Après
avoir brèvement rappelé les conditions de naissance et de développement
de Mattel Electronics, nous essaierons de comprendre comment et pourquoi
cette console est encore aujourd'hui si prisée par certains gamers
et collectionneurs. Des jeux comme US Ski Team Skiing, Frog Bog,
Triple Action, Tennis vont certes la différencier de la VCS d'Atari,
mais surtout si la console en elle-même est assez banale dans ses
possibilités techniques, c'est le travail et la singularité de son
équipe de développement, les Blue Sky Rangers, qui fera de
cette machine un véritable mythe. La Mattel Intellivison malgré
son approche ergonomique atypique, voire rebutante pour certains,
sera vendue à trois millions d'exemplaires dans le monde.
Mattel Toys
La société Mattel fondée en 1945 par Harold Matson "Matt"

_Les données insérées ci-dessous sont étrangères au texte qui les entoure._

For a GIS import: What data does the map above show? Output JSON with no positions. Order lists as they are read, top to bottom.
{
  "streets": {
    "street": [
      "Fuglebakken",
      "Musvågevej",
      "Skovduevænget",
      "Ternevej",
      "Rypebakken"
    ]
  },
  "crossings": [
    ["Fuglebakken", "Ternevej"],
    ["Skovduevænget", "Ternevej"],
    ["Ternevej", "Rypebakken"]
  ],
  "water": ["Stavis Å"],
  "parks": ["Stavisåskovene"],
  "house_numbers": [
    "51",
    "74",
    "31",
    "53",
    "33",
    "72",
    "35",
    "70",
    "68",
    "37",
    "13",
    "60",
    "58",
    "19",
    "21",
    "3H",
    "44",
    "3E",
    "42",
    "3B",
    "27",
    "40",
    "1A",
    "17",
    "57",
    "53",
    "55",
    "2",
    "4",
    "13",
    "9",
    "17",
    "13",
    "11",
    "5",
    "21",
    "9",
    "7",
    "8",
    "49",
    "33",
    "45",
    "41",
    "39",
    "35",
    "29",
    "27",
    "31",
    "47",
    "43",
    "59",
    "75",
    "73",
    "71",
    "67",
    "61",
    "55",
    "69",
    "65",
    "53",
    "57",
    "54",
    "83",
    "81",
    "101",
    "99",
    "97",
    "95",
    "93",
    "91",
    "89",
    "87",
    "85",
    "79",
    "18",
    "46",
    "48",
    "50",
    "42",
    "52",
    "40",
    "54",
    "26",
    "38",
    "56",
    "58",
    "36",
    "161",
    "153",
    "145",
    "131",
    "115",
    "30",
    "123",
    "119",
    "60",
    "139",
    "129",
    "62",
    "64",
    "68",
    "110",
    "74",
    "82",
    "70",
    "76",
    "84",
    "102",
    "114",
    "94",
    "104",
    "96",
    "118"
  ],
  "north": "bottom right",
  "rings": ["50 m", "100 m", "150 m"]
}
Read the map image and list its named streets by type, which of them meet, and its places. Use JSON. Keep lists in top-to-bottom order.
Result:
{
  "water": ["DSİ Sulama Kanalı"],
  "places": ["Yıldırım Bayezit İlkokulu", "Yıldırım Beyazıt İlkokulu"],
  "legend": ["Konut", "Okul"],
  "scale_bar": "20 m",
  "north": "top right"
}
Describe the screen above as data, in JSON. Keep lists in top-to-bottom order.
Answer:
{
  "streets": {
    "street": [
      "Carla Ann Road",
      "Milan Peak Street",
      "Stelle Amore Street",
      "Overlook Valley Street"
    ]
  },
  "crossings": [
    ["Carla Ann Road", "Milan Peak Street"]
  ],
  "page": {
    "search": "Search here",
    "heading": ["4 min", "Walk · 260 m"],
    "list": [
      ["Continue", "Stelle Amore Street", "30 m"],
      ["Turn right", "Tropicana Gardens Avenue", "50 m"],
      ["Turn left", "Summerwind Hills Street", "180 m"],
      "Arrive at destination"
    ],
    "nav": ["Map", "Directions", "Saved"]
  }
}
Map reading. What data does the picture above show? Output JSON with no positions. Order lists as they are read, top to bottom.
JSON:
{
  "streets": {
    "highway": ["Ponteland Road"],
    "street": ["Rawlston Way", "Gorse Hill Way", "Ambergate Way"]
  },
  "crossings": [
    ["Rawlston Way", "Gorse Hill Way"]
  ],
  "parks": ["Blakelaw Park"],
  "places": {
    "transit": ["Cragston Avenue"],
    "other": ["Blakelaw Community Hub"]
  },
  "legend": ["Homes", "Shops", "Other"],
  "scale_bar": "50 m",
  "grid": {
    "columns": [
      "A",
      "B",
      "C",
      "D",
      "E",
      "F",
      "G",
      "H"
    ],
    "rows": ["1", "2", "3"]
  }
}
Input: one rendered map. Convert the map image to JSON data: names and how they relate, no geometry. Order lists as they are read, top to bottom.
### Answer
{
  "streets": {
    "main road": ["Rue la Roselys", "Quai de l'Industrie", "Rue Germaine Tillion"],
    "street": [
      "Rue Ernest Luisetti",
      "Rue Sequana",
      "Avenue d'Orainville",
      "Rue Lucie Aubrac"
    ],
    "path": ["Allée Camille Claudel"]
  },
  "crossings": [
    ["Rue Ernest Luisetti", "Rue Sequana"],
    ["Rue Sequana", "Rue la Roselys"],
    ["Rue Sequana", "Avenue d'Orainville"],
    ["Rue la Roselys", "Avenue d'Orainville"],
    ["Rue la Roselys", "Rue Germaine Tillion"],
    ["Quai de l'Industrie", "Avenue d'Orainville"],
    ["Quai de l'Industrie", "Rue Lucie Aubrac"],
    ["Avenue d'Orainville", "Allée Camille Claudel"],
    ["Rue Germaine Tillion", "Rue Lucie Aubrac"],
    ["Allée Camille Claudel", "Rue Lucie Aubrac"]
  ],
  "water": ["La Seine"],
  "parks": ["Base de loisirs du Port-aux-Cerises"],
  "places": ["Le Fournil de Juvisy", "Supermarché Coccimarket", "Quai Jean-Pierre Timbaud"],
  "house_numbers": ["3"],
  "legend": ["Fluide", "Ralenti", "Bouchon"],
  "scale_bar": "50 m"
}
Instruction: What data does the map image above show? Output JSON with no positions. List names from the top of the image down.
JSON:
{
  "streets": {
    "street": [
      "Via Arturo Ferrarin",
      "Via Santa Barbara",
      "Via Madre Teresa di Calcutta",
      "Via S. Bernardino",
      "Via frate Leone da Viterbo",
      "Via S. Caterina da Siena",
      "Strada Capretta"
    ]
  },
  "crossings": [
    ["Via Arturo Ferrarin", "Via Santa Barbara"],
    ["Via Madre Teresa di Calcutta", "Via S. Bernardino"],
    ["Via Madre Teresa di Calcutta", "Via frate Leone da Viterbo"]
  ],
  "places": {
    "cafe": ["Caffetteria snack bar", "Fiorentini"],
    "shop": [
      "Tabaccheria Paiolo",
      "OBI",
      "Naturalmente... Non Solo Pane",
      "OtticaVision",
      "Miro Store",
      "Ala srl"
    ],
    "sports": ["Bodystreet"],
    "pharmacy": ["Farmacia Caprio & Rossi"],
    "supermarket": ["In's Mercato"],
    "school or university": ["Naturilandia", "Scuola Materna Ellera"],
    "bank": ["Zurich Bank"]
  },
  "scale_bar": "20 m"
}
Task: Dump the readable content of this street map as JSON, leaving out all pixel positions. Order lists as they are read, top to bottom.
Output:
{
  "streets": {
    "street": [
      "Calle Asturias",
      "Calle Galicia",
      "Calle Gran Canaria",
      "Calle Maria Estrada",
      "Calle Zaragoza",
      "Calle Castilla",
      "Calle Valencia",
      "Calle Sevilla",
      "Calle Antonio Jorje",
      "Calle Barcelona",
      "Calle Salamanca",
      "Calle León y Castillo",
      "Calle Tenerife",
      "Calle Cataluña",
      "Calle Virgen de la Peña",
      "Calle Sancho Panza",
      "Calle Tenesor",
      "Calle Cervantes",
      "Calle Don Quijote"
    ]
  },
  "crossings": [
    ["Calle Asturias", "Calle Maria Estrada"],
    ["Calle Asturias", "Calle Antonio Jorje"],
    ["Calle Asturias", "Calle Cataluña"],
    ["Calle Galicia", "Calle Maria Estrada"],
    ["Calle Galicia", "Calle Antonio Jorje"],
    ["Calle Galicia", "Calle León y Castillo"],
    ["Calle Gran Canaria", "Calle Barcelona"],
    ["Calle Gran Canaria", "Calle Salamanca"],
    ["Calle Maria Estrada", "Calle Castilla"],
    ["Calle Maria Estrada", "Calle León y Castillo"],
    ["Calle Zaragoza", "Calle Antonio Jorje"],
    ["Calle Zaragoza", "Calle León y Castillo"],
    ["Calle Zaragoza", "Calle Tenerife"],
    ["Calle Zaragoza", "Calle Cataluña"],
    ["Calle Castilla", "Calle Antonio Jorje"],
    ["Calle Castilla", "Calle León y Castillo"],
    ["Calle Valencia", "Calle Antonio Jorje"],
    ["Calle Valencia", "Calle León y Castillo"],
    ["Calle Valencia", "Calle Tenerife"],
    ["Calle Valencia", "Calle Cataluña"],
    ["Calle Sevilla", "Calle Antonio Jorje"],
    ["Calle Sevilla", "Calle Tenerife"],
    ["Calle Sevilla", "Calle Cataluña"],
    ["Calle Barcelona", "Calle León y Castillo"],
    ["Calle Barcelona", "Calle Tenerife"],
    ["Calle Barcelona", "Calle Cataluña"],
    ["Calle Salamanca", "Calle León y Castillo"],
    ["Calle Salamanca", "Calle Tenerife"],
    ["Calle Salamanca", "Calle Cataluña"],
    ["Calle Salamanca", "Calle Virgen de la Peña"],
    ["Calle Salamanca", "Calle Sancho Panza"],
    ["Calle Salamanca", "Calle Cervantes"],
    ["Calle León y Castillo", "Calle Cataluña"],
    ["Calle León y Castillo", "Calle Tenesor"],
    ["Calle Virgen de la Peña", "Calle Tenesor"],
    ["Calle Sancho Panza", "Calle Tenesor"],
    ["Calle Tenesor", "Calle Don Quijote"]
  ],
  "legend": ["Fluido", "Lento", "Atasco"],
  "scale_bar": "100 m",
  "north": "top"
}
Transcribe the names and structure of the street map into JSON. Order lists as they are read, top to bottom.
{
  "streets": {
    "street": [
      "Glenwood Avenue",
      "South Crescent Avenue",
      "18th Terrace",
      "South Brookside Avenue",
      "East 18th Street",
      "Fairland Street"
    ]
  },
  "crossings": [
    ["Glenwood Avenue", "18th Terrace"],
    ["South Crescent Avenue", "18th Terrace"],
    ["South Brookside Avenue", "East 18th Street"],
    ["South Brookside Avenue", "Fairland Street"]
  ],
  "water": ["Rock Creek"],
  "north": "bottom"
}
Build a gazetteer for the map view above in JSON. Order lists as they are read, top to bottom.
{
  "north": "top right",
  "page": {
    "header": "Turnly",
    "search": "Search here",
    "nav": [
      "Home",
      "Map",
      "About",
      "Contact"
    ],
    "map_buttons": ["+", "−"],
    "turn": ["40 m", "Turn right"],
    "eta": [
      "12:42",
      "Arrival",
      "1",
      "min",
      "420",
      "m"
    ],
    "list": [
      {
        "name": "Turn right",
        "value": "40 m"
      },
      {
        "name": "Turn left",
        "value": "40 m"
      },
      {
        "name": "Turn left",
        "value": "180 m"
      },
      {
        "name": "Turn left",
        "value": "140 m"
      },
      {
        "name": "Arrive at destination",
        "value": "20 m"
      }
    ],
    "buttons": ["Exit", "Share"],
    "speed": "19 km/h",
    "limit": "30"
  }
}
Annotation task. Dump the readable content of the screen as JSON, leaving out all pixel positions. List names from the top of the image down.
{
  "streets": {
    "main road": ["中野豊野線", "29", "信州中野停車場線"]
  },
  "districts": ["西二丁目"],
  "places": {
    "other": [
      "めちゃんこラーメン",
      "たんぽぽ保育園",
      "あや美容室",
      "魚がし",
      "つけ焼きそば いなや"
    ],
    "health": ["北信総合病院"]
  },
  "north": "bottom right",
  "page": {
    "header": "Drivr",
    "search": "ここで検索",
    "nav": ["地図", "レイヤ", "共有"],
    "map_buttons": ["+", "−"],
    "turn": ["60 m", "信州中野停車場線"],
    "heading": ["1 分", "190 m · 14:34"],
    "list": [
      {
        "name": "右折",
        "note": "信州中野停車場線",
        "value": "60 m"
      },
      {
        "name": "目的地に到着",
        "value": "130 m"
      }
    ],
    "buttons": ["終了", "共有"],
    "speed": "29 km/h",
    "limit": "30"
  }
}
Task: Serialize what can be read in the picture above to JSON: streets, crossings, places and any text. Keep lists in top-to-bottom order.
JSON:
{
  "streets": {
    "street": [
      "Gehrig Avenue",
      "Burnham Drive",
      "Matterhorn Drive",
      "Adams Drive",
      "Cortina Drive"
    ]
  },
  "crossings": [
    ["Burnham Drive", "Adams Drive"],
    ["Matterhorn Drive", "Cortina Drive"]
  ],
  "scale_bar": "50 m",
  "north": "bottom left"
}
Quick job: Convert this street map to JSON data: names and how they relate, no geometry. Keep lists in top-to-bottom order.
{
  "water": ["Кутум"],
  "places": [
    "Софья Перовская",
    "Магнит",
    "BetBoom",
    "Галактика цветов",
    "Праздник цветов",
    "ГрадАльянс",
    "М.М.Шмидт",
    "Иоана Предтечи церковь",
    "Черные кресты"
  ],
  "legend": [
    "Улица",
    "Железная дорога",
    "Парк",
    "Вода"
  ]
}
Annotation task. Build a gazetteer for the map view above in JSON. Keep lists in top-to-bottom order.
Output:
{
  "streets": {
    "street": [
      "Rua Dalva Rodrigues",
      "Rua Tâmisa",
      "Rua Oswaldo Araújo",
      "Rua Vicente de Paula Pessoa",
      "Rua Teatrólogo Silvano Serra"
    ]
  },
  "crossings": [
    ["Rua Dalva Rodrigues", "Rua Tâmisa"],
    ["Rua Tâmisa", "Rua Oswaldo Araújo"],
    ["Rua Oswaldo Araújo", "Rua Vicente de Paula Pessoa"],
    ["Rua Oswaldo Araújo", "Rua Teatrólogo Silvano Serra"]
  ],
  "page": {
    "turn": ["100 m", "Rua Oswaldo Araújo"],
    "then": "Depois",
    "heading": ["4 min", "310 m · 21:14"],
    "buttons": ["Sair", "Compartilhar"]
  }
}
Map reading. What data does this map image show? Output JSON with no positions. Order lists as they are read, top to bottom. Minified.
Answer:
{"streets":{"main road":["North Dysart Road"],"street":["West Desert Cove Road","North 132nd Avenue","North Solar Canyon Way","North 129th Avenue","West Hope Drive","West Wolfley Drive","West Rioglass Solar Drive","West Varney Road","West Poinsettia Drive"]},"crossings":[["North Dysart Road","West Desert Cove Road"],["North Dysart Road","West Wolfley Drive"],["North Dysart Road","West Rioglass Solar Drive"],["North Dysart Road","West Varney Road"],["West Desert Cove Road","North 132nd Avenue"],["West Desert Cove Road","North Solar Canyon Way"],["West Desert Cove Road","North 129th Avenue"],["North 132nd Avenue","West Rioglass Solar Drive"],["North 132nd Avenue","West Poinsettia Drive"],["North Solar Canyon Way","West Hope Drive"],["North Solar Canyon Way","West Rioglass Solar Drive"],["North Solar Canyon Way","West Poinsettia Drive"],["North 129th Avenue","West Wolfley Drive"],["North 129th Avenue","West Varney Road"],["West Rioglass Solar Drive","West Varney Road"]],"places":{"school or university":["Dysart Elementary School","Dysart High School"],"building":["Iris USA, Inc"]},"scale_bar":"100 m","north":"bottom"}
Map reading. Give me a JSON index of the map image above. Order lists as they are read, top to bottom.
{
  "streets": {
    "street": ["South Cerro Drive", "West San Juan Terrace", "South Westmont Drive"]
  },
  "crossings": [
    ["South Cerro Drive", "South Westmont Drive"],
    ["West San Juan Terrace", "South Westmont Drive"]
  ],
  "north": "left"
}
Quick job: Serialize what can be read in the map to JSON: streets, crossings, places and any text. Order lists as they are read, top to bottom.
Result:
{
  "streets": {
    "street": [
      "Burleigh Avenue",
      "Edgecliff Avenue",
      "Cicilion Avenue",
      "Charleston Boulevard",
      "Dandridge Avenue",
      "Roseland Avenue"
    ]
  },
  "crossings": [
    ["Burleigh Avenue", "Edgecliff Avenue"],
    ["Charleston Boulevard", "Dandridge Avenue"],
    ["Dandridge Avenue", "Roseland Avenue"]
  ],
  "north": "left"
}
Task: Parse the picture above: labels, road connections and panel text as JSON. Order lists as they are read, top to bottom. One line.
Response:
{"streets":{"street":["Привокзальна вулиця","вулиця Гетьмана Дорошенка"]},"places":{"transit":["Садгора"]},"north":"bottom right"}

et Elliot Handler, "El" manque de faire une banqueroute au vu des
résultats de la fin de l'année 1980 après leur entrée un peu rock
and roll sur le marché du jeu vidéo. Ses gérants décident alors
de laisser la maîtrise exécutive des produits Intellivision
à des investisseurs, et en profitent pour restructurer leur société
de jouets, qui redeviendra vite leader sur ce marché. Malgré
ce premier échec l'intérêt de Mattel pour le jeu
vidéo persistera, Jill Barad, son président, déclarera au milieu
des années 90 au magazine Forbes : "Je veux y être, mais
je veux le faire de manière appropriée et correctement". Son entreprise
devra pour ce faire s'appuyer sur le succès des autres produits Mattel,
comme la poupée Barbie ou GI Joe. Jill Barad lance alors The Learning
company en investissant 3.6 milliards de dollars et en espérant
50 millions de plus-value mais en 1999 les pertes accuseront 100 millions
de dollars. Les anciens programmeurs de Mattel Electronics, ne s'en
étonneront guère. Devant ces nouveaux résultats décevants,
Jill
Barad sera débarquée de la société avec 40 millions de dollars.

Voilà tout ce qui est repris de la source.